• Action item
Each line below with the string "limit" should be copied.

• Data supplied
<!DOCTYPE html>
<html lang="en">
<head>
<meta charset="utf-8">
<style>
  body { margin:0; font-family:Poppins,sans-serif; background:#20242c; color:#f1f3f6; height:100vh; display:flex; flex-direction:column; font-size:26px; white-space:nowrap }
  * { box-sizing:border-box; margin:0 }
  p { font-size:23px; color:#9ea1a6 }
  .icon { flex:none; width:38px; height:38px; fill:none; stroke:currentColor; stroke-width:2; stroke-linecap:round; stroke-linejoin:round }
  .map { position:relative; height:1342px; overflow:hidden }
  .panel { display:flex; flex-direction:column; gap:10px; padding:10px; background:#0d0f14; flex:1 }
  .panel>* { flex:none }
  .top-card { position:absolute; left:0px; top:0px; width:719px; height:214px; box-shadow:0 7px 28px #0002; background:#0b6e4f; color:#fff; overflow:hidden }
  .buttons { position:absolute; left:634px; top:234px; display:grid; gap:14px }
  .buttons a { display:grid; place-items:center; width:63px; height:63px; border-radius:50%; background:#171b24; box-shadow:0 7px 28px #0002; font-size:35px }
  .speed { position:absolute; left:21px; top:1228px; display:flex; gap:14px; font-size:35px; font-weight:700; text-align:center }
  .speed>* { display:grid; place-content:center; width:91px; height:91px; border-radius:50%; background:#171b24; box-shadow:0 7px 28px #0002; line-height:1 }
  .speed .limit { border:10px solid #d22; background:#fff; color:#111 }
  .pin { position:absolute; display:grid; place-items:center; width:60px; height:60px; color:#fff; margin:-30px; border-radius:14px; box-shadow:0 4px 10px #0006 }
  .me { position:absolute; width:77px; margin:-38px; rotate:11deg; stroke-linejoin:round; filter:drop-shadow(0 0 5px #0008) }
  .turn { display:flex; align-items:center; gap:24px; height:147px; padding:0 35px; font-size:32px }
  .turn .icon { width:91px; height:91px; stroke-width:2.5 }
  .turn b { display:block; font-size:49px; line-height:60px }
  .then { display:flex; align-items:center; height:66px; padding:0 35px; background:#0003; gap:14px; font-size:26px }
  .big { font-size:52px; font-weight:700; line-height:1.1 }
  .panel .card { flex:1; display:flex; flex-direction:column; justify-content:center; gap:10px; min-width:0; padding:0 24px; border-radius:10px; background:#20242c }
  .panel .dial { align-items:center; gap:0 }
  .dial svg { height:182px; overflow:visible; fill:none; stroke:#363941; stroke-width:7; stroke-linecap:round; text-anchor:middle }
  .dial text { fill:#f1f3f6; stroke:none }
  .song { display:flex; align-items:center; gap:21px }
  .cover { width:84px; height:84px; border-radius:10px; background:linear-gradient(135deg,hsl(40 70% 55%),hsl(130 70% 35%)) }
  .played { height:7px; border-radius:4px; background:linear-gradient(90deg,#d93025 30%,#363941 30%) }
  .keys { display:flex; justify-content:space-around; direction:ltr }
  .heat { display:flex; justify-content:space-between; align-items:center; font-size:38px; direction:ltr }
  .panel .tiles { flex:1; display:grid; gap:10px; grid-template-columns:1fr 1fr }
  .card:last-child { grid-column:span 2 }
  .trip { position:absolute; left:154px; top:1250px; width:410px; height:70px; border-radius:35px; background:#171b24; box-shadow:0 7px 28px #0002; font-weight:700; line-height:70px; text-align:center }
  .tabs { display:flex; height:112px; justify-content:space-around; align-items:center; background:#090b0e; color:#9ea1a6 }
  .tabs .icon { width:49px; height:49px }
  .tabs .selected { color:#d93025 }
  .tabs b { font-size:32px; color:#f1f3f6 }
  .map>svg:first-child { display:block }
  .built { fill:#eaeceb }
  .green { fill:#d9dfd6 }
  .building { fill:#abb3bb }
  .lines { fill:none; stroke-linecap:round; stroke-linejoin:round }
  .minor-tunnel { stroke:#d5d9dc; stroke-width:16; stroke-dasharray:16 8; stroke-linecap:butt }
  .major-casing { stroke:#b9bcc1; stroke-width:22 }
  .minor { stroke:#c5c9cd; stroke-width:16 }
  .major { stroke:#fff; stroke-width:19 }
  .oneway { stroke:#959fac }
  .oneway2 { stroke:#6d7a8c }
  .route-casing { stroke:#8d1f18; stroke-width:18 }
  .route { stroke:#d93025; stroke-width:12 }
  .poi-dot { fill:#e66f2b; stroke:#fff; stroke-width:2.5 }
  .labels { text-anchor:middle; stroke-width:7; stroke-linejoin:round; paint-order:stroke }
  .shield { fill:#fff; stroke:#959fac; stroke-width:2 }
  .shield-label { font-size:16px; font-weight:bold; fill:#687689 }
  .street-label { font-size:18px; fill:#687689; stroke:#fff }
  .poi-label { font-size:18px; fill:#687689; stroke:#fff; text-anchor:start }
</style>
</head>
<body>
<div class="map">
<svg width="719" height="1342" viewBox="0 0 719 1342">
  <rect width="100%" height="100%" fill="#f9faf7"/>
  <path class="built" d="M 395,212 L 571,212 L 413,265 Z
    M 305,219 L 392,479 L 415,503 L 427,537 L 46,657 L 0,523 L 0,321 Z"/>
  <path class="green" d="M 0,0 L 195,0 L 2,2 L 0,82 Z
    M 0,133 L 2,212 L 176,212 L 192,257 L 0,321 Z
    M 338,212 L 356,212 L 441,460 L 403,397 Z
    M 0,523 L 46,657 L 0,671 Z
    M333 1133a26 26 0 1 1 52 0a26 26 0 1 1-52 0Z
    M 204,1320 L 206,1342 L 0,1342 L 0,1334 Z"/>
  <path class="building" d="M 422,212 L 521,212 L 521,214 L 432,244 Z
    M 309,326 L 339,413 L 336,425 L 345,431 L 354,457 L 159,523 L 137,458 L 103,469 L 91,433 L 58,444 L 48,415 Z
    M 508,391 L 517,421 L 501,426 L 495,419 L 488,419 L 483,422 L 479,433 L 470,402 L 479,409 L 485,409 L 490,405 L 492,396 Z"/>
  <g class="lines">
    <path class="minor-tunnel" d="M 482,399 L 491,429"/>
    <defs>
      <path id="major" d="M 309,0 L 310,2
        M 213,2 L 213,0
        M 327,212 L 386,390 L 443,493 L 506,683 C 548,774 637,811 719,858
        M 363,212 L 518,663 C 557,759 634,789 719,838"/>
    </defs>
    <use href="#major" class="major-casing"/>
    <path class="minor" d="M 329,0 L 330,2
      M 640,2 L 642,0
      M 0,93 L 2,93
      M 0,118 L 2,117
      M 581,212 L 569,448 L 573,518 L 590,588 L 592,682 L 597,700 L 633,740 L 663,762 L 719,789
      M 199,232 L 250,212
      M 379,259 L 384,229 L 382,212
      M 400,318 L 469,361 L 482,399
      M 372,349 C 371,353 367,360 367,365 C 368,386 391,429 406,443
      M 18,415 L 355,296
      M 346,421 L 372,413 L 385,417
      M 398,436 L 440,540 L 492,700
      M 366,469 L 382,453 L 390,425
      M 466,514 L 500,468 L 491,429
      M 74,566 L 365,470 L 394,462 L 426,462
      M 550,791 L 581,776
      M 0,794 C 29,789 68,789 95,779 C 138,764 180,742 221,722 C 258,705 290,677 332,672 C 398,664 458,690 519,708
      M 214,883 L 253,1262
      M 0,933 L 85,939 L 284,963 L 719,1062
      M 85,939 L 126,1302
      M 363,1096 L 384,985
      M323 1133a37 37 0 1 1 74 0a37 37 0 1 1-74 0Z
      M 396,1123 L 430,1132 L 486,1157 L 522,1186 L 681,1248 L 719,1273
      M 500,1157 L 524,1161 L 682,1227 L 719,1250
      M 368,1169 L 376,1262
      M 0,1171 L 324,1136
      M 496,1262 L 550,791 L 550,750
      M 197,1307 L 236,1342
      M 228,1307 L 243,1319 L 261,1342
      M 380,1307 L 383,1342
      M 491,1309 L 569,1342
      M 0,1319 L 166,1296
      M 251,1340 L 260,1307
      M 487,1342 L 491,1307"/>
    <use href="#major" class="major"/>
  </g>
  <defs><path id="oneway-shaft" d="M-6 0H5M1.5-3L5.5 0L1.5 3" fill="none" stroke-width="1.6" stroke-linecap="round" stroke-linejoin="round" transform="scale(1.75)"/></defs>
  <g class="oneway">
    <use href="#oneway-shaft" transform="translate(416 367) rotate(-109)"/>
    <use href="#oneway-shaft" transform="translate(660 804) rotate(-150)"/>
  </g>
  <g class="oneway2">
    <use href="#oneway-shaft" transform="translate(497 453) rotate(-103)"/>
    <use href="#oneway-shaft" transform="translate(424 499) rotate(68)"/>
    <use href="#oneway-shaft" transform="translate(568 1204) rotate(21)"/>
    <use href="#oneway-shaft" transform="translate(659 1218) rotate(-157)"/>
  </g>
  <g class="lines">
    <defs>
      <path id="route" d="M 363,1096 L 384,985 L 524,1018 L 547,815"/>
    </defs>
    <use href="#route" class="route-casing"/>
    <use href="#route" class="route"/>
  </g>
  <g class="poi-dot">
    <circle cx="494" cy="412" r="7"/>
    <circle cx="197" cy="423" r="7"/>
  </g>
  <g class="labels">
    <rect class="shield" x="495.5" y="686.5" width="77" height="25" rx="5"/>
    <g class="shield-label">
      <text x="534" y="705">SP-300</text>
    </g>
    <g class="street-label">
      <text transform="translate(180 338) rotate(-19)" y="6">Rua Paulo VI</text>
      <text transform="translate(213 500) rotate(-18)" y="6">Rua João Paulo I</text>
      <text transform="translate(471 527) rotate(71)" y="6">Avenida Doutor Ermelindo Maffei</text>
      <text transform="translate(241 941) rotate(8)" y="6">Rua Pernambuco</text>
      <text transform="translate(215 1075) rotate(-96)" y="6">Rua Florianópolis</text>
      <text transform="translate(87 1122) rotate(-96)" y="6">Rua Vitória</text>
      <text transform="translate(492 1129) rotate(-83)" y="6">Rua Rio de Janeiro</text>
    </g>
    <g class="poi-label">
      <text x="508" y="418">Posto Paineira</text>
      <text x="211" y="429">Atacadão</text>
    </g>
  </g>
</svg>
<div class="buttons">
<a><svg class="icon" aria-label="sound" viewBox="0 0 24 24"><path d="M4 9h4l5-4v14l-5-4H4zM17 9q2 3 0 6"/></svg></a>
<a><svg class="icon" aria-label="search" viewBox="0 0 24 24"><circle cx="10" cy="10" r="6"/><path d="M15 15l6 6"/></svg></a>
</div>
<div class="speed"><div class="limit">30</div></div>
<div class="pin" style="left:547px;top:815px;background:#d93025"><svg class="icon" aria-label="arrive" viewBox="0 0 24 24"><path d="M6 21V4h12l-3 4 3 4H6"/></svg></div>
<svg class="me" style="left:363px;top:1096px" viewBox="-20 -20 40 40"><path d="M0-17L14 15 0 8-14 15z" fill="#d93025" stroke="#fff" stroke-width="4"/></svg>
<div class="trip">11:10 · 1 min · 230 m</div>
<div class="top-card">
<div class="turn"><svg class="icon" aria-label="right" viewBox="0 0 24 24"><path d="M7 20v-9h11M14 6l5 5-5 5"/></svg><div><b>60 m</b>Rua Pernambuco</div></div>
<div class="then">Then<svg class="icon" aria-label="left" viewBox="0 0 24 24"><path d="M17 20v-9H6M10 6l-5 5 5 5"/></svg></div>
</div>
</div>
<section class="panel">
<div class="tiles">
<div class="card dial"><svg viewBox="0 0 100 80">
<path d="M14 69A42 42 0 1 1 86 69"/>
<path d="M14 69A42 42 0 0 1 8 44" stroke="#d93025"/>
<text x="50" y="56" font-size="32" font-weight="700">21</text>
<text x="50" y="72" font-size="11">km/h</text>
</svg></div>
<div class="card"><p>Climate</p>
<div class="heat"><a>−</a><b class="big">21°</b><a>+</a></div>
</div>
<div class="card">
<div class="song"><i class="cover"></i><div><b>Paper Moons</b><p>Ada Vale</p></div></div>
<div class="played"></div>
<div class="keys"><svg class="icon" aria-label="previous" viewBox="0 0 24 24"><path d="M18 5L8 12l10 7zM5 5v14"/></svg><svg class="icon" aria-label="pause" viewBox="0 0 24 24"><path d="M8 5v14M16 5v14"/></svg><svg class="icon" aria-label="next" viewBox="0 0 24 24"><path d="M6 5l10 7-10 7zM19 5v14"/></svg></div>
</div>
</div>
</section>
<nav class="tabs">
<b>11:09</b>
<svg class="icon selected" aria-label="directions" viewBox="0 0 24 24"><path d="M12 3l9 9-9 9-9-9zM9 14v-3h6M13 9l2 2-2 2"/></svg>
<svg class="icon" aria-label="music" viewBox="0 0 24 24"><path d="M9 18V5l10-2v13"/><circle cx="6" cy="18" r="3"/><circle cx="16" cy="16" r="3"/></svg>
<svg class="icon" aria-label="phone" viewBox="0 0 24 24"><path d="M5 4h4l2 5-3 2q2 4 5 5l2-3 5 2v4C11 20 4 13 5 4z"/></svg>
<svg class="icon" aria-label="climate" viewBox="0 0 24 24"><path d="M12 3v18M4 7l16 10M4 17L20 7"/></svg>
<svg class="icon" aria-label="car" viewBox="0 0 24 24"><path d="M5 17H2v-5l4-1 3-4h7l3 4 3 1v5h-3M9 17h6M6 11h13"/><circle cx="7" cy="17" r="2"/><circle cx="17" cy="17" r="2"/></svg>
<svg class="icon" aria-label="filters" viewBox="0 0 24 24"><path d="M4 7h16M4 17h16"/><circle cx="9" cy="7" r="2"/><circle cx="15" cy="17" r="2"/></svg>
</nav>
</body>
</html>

• Finished task
  .speed .limit { border:10px solid #d22; background:#fff; color:#111 }
<div class="speed"><div class="limit">30</div></div>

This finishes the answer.